They would under electoral reform! (OK, perhaps putting a little too much faith in politicians there...)
But meh. I don't like the idea of a birth-right giving someone the power to sit as a Lord and decide on legislation. And as much as the Lords can protect us from stupid legislation, it also can prevent good legistlation becoming reality, effectively existing to maintain things as close to the status quo as possible.
Do away with the peers, make it elected (perhaps withsome portion of life time appointments in specialist areas), and remove the Parliament Act to prevent tits like Tony Blair can't force through anything they bloody well like because they can rely on the fear within their own ranks of the whip system.
Assuming we're not going for violent revoluion, of course.

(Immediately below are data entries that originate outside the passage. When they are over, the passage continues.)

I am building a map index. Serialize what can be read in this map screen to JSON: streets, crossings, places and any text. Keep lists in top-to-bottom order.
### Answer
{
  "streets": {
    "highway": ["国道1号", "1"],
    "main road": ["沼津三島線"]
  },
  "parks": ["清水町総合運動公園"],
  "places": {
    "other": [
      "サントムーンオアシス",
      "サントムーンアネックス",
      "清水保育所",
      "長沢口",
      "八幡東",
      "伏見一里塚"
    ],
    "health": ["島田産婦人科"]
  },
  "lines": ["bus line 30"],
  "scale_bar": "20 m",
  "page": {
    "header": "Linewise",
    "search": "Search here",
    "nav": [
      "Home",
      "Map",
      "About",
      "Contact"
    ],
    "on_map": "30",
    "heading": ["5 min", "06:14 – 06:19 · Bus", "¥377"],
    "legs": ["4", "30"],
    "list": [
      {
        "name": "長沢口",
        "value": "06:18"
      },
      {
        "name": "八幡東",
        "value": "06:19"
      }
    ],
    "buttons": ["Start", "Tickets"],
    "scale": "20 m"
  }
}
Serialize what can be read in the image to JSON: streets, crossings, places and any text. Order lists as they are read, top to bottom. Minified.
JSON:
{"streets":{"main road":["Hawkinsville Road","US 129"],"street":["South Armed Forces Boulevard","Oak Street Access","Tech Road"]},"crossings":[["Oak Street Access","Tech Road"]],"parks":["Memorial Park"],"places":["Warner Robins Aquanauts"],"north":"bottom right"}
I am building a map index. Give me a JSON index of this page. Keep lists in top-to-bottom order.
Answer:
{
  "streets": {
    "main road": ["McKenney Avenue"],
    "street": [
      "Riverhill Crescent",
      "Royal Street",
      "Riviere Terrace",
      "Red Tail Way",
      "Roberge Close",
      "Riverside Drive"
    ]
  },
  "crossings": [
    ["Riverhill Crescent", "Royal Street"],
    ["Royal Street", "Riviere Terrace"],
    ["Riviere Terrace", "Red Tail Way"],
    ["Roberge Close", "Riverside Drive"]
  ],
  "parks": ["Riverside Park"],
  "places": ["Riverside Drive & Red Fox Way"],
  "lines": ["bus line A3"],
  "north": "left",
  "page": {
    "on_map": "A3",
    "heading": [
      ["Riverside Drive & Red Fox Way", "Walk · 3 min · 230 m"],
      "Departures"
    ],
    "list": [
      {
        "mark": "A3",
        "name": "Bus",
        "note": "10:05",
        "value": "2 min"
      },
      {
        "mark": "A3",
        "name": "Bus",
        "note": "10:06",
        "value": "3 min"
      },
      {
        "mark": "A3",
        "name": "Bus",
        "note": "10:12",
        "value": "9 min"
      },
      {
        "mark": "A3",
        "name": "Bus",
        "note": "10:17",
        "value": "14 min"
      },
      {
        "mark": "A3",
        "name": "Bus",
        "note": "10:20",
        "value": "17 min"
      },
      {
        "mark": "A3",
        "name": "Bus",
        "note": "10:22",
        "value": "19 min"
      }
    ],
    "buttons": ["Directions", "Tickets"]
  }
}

Elect 'em for life, then :D
I dunno, it's all fucked.
http://en.m.wikipedia.org/wiki/House_of_Lords?wasRedirected=true
composition wise, labour have nothing like a majority. The Tories have more hereditary peers. Being given the right to govern based on an accident of birth is and always has been a shit idea - those in positions of privilege did bugger all to improve the life of commoners historically.
I'm not digging out bloody names and case studies for you!!! The suffragettes. There. Happy!?
In return, you can now tell me the name of one hereditary peer who did something really substantially good for us commoners without being forced to by the house of commons or the peasants who worked for them!
Which one of the suffragettes was not socially privileged?
I didn't say that the House of Lords ever instigated any particular legislation to improve the lot of the commoners because, well, for one, the House of Lords can't instigate legislation.
I'm saying that the privileged class, which through most of the 20th century has been the upper middle class, always works to improve its own lot, with some trickle down benefits for the classes below.
The Barons and their Magna Carta, for example. The landed 'gentry' of America with their Declaration of Independence. The rich, industrial Northern Americans with their Reconstruction.
The upper middle class is not the same thing as the hereditary peers - you seem to be arguing for going back to a version of the good old days where the house of lords was occupied by peers who earned their position there through being born in the right family by looking at a completely different set of people.
In the days of the Magna Carta, people working the land were not given any privilege or better quality of life automatically because of the Magna Carta.
Now I remember why I hate politics. I'll let someone who gives more of a fuck the chance to get in.